# Exercise aim
Go through the listing beneath this task and return every line that carries the string "lane".

::::

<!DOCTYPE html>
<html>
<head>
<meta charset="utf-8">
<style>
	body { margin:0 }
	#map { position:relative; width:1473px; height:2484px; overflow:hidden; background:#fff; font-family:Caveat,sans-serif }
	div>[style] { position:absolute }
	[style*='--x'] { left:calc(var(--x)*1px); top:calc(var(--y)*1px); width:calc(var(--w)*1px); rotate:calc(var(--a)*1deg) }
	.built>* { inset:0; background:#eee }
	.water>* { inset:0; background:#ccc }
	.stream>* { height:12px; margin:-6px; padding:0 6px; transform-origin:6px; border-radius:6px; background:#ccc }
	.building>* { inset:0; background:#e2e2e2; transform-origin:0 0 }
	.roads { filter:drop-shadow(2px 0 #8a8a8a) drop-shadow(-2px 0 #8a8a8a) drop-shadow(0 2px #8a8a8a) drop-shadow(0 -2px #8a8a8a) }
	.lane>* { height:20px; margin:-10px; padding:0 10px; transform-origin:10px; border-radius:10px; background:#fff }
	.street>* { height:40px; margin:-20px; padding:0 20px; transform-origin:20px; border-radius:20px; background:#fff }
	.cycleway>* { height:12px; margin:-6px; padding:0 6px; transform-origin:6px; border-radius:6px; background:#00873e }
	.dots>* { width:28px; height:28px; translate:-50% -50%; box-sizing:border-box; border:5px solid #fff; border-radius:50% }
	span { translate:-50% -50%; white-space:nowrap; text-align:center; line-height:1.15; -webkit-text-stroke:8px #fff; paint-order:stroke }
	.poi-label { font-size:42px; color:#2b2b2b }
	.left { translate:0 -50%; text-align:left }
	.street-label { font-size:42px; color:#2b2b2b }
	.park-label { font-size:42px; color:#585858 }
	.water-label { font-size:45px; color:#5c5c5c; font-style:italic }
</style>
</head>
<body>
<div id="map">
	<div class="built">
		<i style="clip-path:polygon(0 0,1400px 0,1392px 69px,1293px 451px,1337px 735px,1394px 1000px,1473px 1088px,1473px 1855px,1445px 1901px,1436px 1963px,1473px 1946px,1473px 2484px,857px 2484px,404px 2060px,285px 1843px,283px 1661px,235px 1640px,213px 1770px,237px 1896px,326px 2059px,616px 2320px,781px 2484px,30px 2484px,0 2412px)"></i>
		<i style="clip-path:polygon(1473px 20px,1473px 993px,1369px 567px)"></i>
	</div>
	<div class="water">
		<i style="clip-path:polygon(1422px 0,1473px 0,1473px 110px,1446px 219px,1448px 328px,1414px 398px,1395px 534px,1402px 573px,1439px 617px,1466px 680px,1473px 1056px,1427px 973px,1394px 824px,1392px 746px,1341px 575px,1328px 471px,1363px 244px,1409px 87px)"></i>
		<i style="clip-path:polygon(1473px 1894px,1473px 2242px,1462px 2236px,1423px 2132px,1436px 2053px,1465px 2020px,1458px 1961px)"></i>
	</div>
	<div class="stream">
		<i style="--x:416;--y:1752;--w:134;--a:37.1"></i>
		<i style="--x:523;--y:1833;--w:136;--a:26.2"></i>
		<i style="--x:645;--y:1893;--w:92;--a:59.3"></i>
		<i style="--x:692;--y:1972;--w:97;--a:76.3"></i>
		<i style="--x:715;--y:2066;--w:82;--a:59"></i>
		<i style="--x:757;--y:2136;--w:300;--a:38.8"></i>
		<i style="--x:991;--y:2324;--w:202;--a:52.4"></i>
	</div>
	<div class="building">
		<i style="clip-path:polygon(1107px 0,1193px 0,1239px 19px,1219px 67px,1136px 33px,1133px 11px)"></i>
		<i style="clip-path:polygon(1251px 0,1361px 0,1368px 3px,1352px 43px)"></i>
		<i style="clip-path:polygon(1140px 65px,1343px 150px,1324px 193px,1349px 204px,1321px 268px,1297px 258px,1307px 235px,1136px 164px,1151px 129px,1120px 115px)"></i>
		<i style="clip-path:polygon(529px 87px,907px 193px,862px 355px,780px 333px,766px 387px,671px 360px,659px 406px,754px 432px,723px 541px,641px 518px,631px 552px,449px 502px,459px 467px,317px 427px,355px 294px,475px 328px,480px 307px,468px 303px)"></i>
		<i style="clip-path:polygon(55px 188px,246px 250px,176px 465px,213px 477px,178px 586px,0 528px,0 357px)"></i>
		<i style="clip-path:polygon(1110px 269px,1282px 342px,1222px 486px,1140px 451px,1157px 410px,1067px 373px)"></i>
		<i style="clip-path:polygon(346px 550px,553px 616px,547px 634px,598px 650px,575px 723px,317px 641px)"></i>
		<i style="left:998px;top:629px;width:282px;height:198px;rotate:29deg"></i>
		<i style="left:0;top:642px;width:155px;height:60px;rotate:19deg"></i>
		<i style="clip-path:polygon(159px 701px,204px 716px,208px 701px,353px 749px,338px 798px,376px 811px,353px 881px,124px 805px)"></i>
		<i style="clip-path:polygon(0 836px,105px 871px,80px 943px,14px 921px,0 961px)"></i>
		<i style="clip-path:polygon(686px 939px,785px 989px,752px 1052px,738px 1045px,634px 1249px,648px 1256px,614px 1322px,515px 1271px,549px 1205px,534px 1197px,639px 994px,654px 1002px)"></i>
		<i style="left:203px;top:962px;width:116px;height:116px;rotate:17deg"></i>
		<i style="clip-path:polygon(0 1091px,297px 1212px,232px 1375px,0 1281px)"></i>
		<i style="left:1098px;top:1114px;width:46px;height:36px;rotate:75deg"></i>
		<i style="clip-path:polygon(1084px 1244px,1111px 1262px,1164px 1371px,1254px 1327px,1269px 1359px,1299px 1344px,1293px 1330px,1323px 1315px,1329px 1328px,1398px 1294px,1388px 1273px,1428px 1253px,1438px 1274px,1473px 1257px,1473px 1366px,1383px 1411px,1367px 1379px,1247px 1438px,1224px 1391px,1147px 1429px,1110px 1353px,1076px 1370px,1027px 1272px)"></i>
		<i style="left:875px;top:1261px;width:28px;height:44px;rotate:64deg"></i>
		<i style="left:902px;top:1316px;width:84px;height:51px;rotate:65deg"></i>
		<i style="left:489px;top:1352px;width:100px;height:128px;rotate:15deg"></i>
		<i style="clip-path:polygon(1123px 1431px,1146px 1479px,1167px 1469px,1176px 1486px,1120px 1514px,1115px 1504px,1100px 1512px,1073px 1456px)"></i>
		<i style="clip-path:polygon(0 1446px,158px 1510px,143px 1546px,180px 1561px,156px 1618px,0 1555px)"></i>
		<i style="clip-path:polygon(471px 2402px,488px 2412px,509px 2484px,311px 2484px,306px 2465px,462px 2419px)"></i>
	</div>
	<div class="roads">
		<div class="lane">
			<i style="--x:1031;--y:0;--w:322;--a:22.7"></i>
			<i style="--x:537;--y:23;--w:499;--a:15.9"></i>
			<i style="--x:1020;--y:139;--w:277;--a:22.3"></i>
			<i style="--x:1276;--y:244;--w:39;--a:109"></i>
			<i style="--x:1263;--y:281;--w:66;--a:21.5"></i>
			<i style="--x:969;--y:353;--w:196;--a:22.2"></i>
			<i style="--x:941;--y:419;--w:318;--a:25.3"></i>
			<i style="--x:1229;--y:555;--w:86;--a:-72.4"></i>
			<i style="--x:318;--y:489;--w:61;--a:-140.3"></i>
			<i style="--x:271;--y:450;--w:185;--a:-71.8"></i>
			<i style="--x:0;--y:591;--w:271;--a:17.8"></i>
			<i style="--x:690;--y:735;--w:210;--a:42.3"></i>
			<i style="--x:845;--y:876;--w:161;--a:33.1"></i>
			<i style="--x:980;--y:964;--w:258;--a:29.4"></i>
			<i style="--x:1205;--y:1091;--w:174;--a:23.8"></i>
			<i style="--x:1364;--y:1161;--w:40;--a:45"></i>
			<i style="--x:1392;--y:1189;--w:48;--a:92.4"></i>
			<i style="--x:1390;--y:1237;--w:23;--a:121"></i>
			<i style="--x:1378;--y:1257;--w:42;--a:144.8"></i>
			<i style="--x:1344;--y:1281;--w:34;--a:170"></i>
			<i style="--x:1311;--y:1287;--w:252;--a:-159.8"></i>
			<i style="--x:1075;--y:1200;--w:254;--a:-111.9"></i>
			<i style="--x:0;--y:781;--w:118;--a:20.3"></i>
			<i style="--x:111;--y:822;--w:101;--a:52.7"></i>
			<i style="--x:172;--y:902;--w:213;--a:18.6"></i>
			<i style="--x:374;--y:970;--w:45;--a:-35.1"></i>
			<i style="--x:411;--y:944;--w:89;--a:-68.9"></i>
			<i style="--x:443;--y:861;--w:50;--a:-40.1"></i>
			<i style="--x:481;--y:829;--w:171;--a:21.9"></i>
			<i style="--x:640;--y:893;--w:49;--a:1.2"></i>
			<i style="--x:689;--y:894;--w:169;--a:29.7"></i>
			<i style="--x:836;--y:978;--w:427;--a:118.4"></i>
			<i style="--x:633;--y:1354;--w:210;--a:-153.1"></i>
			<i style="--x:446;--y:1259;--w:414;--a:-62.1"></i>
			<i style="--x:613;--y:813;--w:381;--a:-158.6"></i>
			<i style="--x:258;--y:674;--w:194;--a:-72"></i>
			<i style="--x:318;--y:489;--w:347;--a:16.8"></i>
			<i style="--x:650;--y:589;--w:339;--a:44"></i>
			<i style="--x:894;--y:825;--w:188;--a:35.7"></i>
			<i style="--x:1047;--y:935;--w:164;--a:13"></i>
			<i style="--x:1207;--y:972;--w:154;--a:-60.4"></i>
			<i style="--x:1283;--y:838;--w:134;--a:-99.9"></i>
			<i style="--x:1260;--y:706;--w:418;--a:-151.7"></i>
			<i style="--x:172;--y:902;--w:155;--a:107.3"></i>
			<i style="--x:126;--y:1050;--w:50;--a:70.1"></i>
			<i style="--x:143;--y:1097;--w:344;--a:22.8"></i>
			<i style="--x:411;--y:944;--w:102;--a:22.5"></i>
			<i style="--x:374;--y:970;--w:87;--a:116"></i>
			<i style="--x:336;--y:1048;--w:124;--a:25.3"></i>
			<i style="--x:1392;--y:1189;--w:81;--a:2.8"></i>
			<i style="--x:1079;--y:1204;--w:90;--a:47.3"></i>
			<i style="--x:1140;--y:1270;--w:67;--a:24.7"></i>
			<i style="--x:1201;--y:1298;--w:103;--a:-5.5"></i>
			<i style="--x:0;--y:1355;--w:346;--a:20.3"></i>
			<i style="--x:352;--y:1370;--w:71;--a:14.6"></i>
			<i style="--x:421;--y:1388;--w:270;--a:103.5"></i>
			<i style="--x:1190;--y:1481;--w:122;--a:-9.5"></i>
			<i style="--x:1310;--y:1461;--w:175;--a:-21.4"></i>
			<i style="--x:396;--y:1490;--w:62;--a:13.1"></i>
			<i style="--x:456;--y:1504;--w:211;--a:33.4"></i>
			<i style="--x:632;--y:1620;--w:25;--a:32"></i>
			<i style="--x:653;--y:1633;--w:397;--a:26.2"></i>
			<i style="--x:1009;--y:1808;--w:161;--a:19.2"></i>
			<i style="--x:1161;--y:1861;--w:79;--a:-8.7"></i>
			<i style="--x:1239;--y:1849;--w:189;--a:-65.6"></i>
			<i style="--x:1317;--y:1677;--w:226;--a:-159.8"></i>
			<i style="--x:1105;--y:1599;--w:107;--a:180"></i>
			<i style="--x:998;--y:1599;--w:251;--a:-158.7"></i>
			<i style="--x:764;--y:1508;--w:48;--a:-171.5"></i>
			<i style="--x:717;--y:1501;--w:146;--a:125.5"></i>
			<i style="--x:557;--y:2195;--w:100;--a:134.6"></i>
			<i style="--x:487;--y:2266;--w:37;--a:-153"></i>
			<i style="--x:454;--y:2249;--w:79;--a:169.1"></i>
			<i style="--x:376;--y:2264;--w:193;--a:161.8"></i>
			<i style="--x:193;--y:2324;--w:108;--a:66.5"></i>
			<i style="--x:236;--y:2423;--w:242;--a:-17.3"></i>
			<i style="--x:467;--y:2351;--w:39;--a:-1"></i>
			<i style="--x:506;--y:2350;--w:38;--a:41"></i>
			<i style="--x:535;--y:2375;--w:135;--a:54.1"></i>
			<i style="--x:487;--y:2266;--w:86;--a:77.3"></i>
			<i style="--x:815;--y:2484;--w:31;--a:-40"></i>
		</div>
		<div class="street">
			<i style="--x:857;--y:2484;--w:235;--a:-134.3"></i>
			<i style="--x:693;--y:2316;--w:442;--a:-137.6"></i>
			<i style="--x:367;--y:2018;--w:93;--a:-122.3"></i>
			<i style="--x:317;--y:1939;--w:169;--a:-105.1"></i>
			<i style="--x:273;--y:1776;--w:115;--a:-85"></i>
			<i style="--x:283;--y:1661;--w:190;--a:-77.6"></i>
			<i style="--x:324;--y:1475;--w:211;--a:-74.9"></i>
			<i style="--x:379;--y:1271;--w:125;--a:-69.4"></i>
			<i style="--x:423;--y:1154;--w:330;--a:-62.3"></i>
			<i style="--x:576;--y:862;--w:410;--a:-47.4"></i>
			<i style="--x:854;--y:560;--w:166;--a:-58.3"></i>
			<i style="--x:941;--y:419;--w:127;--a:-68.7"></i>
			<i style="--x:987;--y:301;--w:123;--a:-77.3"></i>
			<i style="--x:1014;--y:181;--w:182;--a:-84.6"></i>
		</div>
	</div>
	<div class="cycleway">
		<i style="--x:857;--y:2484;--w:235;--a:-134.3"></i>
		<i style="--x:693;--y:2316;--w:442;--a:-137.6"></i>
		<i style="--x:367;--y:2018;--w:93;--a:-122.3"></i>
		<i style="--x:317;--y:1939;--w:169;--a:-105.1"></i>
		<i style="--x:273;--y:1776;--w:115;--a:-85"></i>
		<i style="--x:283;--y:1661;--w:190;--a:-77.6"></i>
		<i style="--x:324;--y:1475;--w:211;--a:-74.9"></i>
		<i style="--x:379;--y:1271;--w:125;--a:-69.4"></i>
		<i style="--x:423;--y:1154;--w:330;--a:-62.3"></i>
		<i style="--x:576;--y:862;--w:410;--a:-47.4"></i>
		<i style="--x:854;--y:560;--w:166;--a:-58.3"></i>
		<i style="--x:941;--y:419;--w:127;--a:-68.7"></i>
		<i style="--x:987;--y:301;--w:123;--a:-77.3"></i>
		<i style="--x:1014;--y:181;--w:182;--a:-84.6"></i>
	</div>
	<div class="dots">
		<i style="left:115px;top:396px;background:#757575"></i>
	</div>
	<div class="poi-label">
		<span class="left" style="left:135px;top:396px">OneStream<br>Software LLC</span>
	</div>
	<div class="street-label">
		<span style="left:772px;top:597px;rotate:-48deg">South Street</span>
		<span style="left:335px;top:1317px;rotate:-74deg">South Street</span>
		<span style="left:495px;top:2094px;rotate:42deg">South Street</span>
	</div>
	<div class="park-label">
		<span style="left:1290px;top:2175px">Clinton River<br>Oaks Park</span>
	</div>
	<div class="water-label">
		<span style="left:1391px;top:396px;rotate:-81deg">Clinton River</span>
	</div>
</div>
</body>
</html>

::::

# Your solution
	.lane>* { height:20px; margin:-10px; padding:0 10px; transform-origin:10px; border-radius:10px; background:#fff }
		<div class="lane">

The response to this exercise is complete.